The CaMV Cabb-B reconstruction presented as surface-shaded views, truncated at progressively lower radii (A–D and E–K), and as projected views of the density at specific radii (L–R). All these representations (A–R) are viewed along a radial direction midway between the axes of the pentavalent (toward the top) and hexavalent (toward the bottom) capsomer axes. A cutaway surface representation (S), in which only the left half of (A) is viewed from the right, reveals the internal features of the multilayer CaMV structure. Circular arcs mark the positions of peaks and troughs seen in the radial density plot (Fig. 5). These are at r = 23.5 (F,M), 21.2 (B,G,N), 19.1 (H,O), 17.6 (C,I,P), 16.0 (J,Q), and 14.5 nm (D,K,R). The reconstructed density along each of the circular arcs in (S) from right to left corresponds to the density along a central, vertical line in each of the panels in (E–R) from top to bottom.

Fig. 9

Comparison of multilayer models based on our image reconstructions and the neutron scattering experiments of Kruse et al. (1987).

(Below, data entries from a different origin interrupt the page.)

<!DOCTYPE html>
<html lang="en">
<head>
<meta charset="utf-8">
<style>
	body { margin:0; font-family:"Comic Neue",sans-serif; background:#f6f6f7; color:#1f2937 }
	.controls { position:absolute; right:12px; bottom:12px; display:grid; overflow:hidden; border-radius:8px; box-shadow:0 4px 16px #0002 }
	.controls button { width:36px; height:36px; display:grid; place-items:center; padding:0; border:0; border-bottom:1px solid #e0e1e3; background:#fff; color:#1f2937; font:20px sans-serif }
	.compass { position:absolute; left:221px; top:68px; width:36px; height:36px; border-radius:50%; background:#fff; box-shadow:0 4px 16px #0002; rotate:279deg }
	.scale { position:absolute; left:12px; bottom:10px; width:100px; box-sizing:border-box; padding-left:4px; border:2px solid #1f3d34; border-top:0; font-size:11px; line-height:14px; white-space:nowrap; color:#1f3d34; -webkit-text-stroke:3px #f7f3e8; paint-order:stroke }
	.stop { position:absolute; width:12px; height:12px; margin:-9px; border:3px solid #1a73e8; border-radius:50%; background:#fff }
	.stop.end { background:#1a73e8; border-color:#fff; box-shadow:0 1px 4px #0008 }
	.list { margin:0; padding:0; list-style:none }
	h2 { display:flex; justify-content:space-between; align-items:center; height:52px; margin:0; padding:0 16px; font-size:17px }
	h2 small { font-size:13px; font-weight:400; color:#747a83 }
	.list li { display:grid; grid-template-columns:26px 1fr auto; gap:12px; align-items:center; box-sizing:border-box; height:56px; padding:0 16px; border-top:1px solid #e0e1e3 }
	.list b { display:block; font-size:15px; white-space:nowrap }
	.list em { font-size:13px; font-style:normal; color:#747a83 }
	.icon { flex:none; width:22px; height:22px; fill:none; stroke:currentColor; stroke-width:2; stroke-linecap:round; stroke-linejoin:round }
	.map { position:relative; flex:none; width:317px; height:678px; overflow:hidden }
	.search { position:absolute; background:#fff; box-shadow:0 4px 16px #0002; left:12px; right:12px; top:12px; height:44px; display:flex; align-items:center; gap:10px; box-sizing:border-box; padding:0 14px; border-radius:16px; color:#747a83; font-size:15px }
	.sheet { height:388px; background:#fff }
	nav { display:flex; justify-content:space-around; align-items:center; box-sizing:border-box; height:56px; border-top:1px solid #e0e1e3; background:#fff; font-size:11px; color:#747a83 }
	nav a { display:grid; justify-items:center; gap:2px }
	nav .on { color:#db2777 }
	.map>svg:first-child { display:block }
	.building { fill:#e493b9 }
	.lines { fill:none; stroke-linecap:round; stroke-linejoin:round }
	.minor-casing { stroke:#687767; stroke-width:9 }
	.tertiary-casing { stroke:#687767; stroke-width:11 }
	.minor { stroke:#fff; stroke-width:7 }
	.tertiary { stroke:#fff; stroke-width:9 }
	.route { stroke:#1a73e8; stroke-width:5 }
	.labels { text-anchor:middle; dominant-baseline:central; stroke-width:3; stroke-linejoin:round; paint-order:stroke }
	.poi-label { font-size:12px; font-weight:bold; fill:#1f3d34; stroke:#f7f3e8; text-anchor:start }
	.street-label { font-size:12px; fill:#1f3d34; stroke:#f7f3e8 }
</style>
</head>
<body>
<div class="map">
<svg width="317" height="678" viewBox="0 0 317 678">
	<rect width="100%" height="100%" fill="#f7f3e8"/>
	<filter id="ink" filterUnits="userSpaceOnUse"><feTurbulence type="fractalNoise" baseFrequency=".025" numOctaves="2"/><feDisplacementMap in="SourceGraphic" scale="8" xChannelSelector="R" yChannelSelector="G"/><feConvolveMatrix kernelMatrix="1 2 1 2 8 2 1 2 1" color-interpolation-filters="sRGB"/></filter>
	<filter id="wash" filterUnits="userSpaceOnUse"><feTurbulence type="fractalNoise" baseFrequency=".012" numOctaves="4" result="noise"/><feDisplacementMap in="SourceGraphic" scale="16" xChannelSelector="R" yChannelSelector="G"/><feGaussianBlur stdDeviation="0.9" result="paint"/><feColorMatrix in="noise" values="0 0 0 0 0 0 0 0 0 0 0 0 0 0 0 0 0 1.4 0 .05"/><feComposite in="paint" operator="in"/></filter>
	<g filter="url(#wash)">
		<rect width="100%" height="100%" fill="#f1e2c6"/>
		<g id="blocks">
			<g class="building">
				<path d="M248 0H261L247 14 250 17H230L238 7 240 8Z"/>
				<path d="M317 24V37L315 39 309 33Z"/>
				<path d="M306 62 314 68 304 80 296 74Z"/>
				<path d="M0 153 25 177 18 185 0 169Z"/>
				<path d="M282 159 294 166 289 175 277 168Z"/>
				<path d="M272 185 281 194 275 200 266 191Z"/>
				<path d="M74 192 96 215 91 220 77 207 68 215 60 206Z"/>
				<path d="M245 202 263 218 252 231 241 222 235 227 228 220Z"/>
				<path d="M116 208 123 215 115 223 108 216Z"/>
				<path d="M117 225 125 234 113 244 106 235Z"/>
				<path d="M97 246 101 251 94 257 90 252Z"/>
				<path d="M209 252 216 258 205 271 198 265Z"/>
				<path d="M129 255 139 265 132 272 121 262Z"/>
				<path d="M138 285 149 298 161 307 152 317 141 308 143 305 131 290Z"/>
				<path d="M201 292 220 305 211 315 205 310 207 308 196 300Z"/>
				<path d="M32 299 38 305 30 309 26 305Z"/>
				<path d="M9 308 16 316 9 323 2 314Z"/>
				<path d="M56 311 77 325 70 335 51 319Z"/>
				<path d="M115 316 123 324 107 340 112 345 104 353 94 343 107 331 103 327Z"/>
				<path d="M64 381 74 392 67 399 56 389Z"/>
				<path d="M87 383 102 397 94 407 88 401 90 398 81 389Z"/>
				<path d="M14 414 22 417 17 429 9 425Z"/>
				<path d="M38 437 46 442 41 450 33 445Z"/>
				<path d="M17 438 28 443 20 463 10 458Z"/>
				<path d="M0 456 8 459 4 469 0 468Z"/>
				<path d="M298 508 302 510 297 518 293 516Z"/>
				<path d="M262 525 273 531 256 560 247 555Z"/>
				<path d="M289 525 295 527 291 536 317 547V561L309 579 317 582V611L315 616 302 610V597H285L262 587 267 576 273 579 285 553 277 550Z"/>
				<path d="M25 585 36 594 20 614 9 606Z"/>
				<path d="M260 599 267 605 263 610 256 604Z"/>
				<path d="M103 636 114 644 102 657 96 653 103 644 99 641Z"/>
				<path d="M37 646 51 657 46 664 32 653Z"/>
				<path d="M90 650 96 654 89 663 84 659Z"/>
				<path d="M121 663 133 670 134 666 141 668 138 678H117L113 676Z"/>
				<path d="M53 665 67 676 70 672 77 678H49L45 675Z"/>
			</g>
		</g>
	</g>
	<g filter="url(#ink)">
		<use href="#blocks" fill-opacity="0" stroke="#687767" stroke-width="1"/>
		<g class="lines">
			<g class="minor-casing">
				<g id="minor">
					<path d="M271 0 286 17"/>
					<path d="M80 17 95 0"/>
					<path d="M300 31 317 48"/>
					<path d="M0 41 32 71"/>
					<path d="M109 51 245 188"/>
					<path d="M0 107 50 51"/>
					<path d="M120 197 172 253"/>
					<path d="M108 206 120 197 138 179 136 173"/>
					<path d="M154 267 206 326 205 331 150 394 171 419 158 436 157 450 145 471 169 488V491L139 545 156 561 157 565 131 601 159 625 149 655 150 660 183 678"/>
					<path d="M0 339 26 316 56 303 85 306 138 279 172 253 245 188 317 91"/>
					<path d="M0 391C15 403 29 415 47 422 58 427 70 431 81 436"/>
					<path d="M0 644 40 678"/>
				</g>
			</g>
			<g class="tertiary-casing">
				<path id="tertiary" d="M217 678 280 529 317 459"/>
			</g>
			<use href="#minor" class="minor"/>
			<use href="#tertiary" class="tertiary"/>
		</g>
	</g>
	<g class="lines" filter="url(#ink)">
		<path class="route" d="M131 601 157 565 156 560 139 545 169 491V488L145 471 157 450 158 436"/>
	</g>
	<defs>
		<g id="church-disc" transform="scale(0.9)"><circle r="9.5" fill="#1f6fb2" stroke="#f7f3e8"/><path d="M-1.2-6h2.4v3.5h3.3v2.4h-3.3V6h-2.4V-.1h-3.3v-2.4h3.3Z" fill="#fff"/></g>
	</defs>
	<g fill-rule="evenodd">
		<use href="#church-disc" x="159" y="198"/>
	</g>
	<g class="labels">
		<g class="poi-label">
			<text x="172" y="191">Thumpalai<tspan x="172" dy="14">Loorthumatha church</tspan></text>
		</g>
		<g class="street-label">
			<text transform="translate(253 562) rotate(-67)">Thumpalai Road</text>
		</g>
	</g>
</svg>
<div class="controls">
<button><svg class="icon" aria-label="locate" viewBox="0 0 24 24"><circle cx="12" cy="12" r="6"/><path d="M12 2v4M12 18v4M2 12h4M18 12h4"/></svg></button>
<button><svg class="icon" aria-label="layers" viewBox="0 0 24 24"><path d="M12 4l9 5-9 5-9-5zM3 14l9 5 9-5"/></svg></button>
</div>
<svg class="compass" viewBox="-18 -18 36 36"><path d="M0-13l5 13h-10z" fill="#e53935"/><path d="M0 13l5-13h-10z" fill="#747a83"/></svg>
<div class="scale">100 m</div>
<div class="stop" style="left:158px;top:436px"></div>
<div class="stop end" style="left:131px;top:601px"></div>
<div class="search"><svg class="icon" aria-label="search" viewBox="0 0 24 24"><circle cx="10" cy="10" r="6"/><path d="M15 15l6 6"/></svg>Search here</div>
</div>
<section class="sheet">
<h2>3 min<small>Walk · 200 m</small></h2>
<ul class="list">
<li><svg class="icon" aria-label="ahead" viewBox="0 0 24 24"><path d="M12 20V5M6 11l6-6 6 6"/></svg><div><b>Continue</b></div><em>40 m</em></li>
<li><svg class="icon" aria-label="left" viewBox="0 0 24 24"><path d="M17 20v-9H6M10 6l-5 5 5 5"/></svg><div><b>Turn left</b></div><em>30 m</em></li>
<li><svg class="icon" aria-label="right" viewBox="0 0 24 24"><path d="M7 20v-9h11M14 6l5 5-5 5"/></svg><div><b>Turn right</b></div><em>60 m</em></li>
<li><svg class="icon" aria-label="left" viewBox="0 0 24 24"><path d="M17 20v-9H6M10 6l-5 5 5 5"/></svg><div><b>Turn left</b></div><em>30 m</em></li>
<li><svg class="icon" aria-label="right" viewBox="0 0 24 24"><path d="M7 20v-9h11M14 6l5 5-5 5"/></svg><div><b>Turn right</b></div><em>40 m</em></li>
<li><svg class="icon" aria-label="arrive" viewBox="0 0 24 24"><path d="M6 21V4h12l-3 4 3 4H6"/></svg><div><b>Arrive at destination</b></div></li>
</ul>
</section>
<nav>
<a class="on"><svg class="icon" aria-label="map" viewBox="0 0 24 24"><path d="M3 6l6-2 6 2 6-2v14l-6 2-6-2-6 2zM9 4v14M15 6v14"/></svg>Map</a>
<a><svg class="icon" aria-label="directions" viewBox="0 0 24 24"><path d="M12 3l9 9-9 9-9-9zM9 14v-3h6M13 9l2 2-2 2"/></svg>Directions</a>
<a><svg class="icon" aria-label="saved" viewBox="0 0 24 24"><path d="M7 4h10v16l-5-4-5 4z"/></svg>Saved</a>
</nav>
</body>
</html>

The three layers in the reconstruction model span radii of 21.2–26.9 nm (I), 17.6–21.2 nm (II), and 11.4–17.6 nm (III), whereas the neutron model is depicted with four layers that span radii of 21.5–25.0 nm, 18.5–21.5 nm, 15.0–18.5 nm, and 12.0–15.0 nm (Note: Kruse et al. (1987) label these respective layers IV, III, II, and I, whereas we use an opposite convention).